On the top 38 of the carrier plate 11 , a hood-shaped cover 14 is further placed, which includes the base 12 with the semiconductor element 13 applied without touching it, and which together with the carrier plate forms a reference space 52 .

The cover 14 and the carrier plate are connected to one another in such a way that the reference space 52 is hermetically sealed. This is advantageously evacuated.

Via the bore 20 in the connecting piece 18 , the connecting groove 28 , the connecting groove 30 and the bore 41 in the base 12 , the pressure p1 is applied to the membrane 45 . At the same time, the pressure p2 is applied to the membrane 46 via the bore 21 in the connecting piece 19 , the connecting groove 29 , the connecting groove 31 and the bore 42 in the base 12 . The carrier plate 11 and the connecting plate 15 are - as described previously ben - designed so that there is no connection between the two undersides 47 , 48 of the two membranes 45 , 46 and the pressure-carrying lines. The top 13 of the semiconductor element 13 and since with the tops of the membranes are acted upon by the pressure in the reference space 52 (vacuum). The diaphragms are deflected by these pressurizations (p1, p2, pressure in the reference space 52 ), so that a signal is generated in the sensor elements 50 , 51 in a manner known per se.

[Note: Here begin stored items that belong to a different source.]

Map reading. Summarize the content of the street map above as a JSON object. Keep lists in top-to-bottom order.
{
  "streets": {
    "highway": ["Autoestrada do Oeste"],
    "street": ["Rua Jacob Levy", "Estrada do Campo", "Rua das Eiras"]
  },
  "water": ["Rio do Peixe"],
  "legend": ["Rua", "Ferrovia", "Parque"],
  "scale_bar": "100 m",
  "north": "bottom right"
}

By means of a circuit integrated on the semiconductor element 13 , a difference signal is generated from the two individual signals of the sensor elements 50 , 51 . By arranging the upper side 49 of the semiconductor element 13 in the reference space 52 , the membranes 45 , 46 are impinged on their upper sides. This construction means that the temperature dependencies of the two sensor elements are almost the same. In particular, pressure-independent temperature influences largely cancel each other out by forming the difference. This makes temperature compensation of the sensor easier and can be omitted in certain cases.

Since the pressure to be determined or the pressures to be determined are applied to the insensitive undersides 47 , 48 of the membrane, this differential pressure sensor can also be used for aggressive or corrosive media. A separation membrane or a separation medium is not necessary. The sensitive upper side 49 of the semiconductor element 13 with the sensor elements 50 , 51 formed thereon is protected in the reference space 52 (vacuum).

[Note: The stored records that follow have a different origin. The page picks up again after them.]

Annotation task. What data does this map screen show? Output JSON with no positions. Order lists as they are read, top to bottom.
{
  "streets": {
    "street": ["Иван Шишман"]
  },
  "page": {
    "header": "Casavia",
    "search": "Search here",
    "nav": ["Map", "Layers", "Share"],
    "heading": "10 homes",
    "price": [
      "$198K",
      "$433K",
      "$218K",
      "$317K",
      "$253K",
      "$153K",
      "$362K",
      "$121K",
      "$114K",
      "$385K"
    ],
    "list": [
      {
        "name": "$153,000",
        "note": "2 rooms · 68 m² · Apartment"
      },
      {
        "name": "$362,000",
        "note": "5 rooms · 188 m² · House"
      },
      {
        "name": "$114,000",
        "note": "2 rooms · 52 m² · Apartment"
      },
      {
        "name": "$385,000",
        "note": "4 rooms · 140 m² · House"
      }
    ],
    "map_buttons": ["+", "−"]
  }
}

In order to keep the influence of temperature fluctuations low and to avoid sealing problems, the material of the base 12 should have approximately the same thermal expansion coefficient as the semiconductor element 13 (silicon chip).

The formation of the two membranes 45 , 46 in a semiconductor device 13 also saves an otherwise additional second semiconductor device. In addition, the circuitry connection of the two sensor elements can already take place during sensor element production. A subsequent connection (bonding) between the two sensor elements is not necessary.

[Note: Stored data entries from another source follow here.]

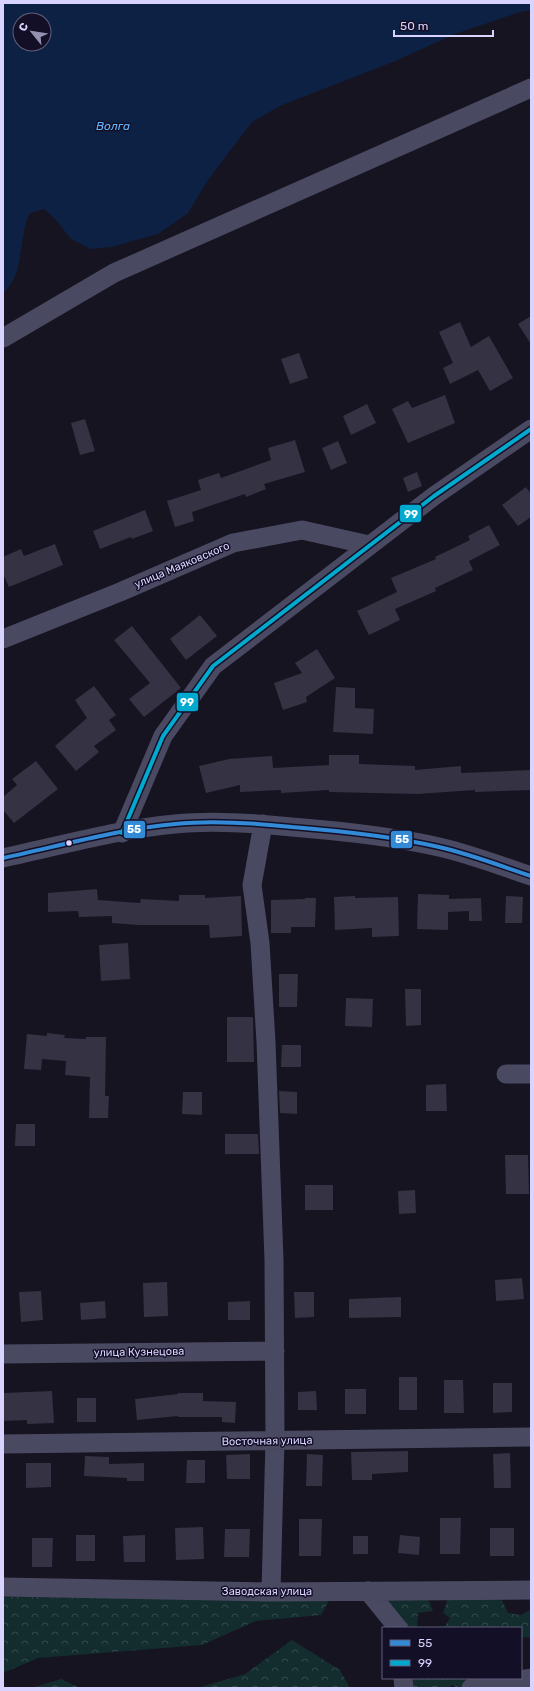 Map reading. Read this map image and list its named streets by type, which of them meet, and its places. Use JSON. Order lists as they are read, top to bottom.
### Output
{
  "streets": {
    "street": [
      "улица Маяковского",
      "улица Кузнецова",
      "Восточная улица",
      "Заводская улица"
    ]
  },
  "water": ["Волга"],
  "lines": ["transit line 99", "transit line 55"],
  "legend": ["55", "99"],
  "scale_bar": "50 m",
  "north": "top left"
}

The second embodiment of the differential pressure sensor shown in FIG. 3 has a closed housing 60 , the bottom 61 of which is penetrated by two bores 62 , 63 . A pressure port 64 is inserted into the bore 62 , the connection bore 65 leading to a first pressure medium, the pressure of which is designated p1. In the bore 63 , a pressure port 66 is also inserted, the connection bore 67 leads to a second pressure medium, the pressure designated by p2. The pressure ports 64 , 66 merge into a base 70 , 71 in the interior 69 of the housing 60 . The base 70 is penetrated by a bore 72 which interacts with the connection bore 65 . The base 71 is also penetrated by a bore 73 which interacts with the connection bore 67 .

On the free end faces 74 , 75 of the base 70 , 71 is a - known per se - semiconductor element 76 , 77 (silicon chip) is set up. Each of these semiconductor elements 76 , 77 has a membrane 78 , 79 , the underside 80 , 81 of which faces the bore 72 and 73, respectively. The tops 82 , 83 of the semiconductor elements 76 , 77 and the Mem branen 78 , 79 are each provided with a sensor element 84 and 85 , for. B. a piezoresistive resistor or a resistance circuit.

The two sensor elements 84 , 85 are interconnected to form the difference between the pressures p1 and p2, for. B. a Bondver bond 86th Via a further bond connection 87 , the semiconductor element 77 or the sensor element 85 is connected to a signal line 88 that penetrates the housing 60 .

In this second exemplary embodiment too, the sensitive upper sides 82 , 83 of the semiconductor elements 76 , 77 with the sensor elements 84 , 85 are located in a common (protected) reference space, the interior 69 of the housing 60 . As in the previous embodiment, this is advantageously evacuated. The membranes are pressurized on the undersides 80 , 81 of the membranes, which are insensitive to aggressive or corrosive pressure media.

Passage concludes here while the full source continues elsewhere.